Submitted by TaxSweaty7575 t3_123qivg in movies
Joel Miller and William Munny are very similar characters in what makes them who they are. Both have experienced a tragic loss which distills into a kind of moral permission to be cheered on through morally gray violence. Both have violent pasts that have darkened their souls so deeply that even beyond human norms they may be irreconcilable with any metaphysical sense of forgiveness. Both have third acts that show them either saving the defenseless and delivering as much a sense of justice such a bleak world could expect, or only further sealing their morally condemned fate to satisfy selfish desires for redemption or vengeance, at any cost.
Personally, the muddy morality of the lead characters is IMHO what made Unforgiven one of the best westerns/films of all time and made The Last Of Us such a hit video game/show.

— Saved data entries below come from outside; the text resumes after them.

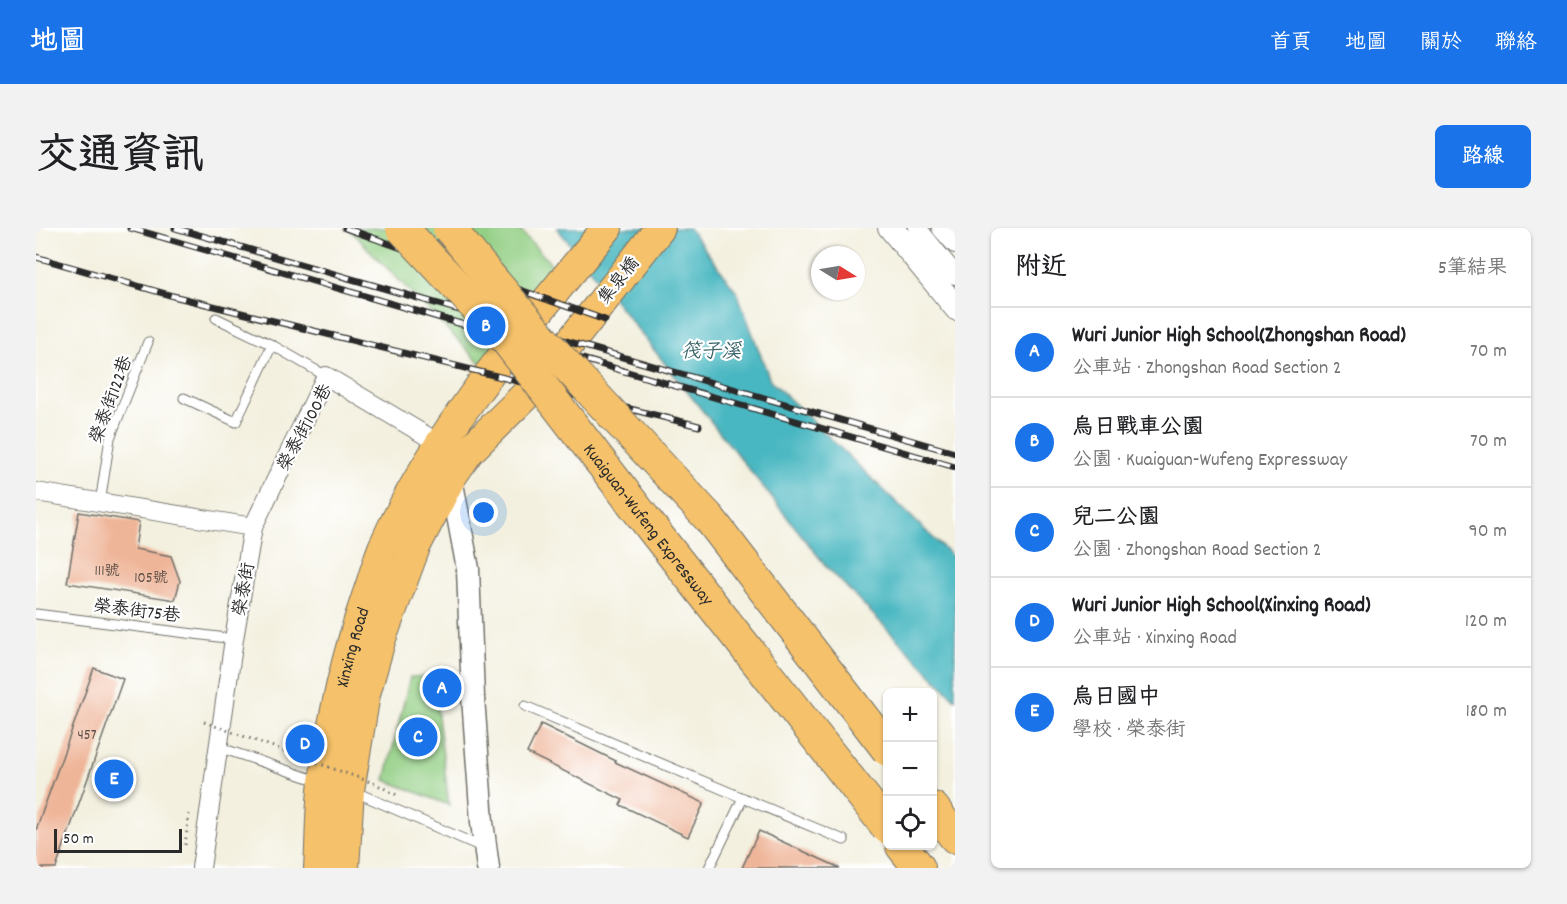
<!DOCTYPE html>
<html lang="zh-TW">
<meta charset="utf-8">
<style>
body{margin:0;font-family:Dekko,"LXGW WenKai TC",sans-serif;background:#f2f2f2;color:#202124}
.controls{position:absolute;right:18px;bottom:18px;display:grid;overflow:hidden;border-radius:9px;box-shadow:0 2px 4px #0004}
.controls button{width:54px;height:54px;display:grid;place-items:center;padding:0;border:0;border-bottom:2px solid #e0e0e0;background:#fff;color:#202124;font:30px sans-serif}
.compass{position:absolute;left:775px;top:18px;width:54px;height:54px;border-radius:50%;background:#fff;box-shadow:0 2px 4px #0004;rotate:101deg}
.scale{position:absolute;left:18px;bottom:15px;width:128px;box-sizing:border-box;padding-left:6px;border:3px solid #2b2b2b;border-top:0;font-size:16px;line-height:21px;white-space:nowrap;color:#2b2b2b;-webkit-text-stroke:4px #fff;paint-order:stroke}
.you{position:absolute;left:448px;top:285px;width:21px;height:21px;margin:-15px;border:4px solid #fff;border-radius:50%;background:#1a73e8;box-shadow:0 0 0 9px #1a73e833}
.badge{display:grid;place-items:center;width:39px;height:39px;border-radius:50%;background:#1a73e8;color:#fff;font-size:20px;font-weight:700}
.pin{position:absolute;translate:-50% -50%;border:3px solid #fff;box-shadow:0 2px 6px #0006}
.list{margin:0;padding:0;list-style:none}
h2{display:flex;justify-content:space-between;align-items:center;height:78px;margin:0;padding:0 24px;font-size:26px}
h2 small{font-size:20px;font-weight:400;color:#757577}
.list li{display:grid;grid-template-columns:39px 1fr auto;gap:18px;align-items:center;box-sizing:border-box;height:90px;padding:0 24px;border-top:2px solid #e0e0e0}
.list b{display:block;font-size:22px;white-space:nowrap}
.list p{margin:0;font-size:20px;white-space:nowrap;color:#757577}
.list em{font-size:20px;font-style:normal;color:#757577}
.icon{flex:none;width:33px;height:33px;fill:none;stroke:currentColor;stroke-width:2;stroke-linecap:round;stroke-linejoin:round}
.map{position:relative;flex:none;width:919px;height:640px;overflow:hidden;border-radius:9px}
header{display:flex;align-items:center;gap:36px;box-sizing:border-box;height:84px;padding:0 30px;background:#1a73e8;color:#fff}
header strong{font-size:28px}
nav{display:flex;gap:33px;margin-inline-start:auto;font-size:21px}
.intro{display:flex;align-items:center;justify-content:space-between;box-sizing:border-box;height:144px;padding:0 36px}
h1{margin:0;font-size:42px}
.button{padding:15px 27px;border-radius:9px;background:#1a73e8;color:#fff;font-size:21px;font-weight:700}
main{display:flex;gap:36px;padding:0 36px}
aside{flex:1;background:#fff;border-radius:9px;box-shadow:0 2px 4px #0004}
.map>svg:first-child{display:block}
</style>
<header>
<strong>地圖</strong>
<nav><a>首頁</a><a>地圖</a><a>關於</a><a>聯絡</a></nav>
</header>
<div class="intro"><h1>交通資訊</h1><a class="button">路線</a></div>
<main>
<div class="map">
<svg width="919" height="640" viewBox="0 0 919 640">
<rect width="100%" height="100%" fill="#fff"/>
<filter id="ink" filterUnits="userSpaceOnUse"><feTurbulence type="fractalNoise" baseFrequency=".0167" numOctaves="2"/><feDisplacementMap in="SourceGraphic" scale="12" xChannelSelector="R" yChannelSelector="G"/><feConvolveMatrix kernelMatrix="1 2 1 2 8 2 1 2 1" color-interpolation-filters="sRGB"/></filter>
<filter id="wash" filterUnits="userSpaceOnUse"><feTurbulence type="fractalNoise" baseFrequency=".008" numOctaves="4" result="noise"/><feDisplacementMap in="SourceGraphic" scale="24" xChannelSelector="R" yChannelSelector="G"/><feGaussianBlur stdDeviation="1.35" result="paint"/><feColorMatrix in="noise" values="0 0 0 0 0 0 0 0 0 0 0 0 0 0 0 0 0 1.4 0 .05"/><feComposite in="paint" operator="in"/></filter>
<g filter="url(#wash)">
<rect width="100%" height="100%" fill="#f3f0df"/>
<g fill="#93cf84" stroke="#5f7d58" stroke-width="1.5">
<polygon points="312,0 482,0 527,49 457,148"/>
<polygon points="397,448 413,577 349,552 374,449"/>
</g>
<polygon fill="#48b7c1" stroke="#3a7176" stroke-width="1.5" points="521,0 653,0 701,64 734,152 919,331 919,471 790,338"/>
<g id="blocks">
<g fill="#efb599">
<polygon points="43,284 103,294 99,321 135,328 144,353 139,372 31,355"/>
<polygon points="58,440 87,451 20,640 0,640 0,602"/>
<polygon points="505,496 580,533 579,534 668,575 652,609 584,577 587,572 491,525"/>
<polygon points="723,603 804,640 706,640"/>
</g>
</g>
</g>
<g filter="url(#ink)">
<use href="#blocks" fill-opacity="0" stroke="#71706a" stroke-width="1.5"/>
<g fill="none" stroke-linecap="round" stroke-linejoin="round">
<defs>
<g id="service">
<polyline points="865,0 919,67"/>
<polyline points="180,90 236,117 290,148"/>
<polyline points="148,170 200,194 236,117"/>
<polyline points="64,275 74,210 112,114"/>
<polyline points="0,386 198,411"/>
<polyline points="489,478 707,570 673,640"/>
<polyline points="182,519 285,554"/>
<polyline points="317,563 448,620"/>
<polyline points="707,570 808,612"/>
</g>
<g id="minor">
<polyline points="851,0 919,83"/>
<polyline points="881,0 919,47"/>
<polyline points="905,0 919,16"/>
<polyline points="0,264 217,299 198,411 165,640"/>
<polyline points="217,299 290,148 404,216"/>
</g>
<polyline id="tertiary" points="414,245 432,341 437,469 446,594 452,640"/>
<g id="primary">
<path id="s1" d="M283 640C285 611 284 582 288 554 296 491 311 427 331 368 337 352 341 335 347 320 400 202 489 99 571 0"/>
<polyline points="308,640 313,562 329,466 344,413 379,319 415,249 433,223 503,154 624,0"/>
</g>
<g id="trunk">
<polyline points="897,580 919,609"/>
<polyline points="866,618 883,640"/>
</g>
</defs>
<use href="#service" stroke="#71706a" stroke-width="11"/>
<use href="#minor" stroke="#71706a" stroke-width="20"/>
<use href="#tertiary" stroke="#71706a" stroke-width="25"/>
<use href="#primary" stroke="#71706a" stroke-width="32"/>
<use href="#trunk" stroke="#71706a" stroke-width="34"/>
<polyline stroke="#71706a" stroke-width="3" stroke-dasharray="1.5 4.5" stroke-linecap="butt" points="149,617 153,586"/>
<use href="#service" stroke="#fff" stroke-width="9"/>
<use href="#minor" stroke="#fff" stroke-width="18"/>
<use href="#tertiary" stroke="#fff" stroke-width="22"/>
<use href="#primary" stroke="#f5c16b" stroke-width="30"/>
<use href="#trunk" stroke="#f5c16b" stroke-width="32"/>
<defs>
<g id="rail">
<polyline points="94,0 919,239"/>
<polyline points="139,0 919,225"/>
<polyline points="309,0 569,92"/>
<polyline points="0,29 137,68 663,198"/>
</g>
</defs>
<use href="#rail" stroke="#2b2b2b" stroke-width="7"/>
<use href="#rail" stroke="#fff" stroke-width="4.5" stroke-dasharray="14" stroke-linecap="butt"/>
<defs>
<g id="trunk-bridge">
<path id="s2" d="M366 0 469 110 618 303 852 600"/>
<polyline points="413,0 507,112 673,290 852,522"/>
</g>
</defs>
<use href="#trunk-bridge" stroke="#71706a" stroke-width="34" stroke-linecap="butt"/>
<polyline stroke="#71706a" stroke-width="3" stroke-dasharray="1.5 4.5" stroke-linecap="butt" points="168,494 340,556 361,567"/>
<use href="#trunk-bridge" stroke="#f5c16b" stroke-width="32"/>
</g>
</g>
<g text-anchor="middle" stroke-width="4.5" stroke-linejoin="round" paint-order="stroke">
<g font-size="15" fill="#5c4e46">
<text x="71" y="347">111號</text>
<text x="115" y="354">105號</text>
<text x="51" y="511">457</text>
</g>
<g font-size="18" fill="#2b2b2b" stroke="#fff">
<text transform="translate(582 52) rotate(-52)" y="6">集泉橋</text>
<text transform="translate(74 171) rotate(-70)" y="6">榮泰街122巷</text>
<text transform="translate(268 199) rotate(-62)" y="6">榮泰街100巷</text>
<text dy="6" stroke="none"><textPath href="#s2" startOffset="386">Kuaiguan-Wufeng Expressway</textPath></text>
<text transform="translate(207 361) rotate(-80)" y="6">榮泰街</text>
<text transform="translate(101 382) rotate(7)" y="6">榮泰街75巷</text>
<text dy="6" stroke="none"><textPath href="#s1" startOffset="224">Xinxing Road</textPath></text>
</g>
<g font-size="20" font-style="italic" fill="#376367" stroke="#fff">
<text x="675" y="129">筏子溪</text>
</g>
</g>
</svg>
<div class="controls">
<button>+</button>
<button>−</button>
<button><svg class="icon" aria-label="locate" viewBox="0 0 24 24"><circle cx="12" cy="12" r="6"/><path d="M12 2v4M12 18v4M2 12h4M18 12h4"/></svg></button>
</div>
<svg class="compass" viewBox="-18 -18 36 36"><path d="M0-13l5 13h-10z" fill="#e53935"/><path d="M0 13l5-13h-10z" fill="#757577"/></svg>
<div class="scale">50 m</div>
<div class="you"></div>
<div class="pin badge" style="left:406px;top:460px">A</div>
<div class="pin badge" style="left:450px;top:98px">B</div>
<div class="pin badge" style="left:382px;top:509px">C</div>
<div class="pin badge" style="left:269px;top:516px">D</div>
<div class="pin badge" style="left:78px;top:551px">E</div>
</div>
<aside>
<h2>附近<small>5筆結果</small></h2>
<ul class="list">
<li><span class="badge">A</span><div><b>Wuri Junior High School(Zhongshan Road)</b><p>公車站 · Zhongshan Road Section 2</p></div><em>70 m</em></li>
<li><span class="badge">B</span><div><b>烏日戰車公園</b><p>公園 · Kuaiguan-Wufeng Expressway</p></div><em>70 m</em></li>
<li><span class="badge">C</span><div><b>兒二公園</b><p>公園 · Zhongshan Road Section 2</p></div><em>90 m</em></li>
<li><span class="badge">D</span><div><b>Wuri Junior High School(Xinxing Road)</b><p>公車站 · Xinxing Road</p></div><em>120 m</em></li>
<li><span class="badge">E</span><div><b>烏日國中</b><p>學校 · 榮泰街</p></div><em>180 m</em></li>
</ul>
</aside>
</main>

Did Will Munny's violent past that included killing women and children to rob a train make him irredeemable? Did the lives that were impacted and destroyed by the final "lucky" reckoning in the saloon matter less than the lives of his children, or Ned?
Did Joel Miller's talent at killing for his family, for those closest to him make him a "bad" wolf in a world of wolves?
I personally prefer characters that force an internal reflection on why we cheer for them, why we accept or maybe desire a degree of darkness as a necessary part of the narrative metamorphosis to light. Maybe since we know in our gut it never gets as bright as we hope it does, and it can't to be believed when compared to reality.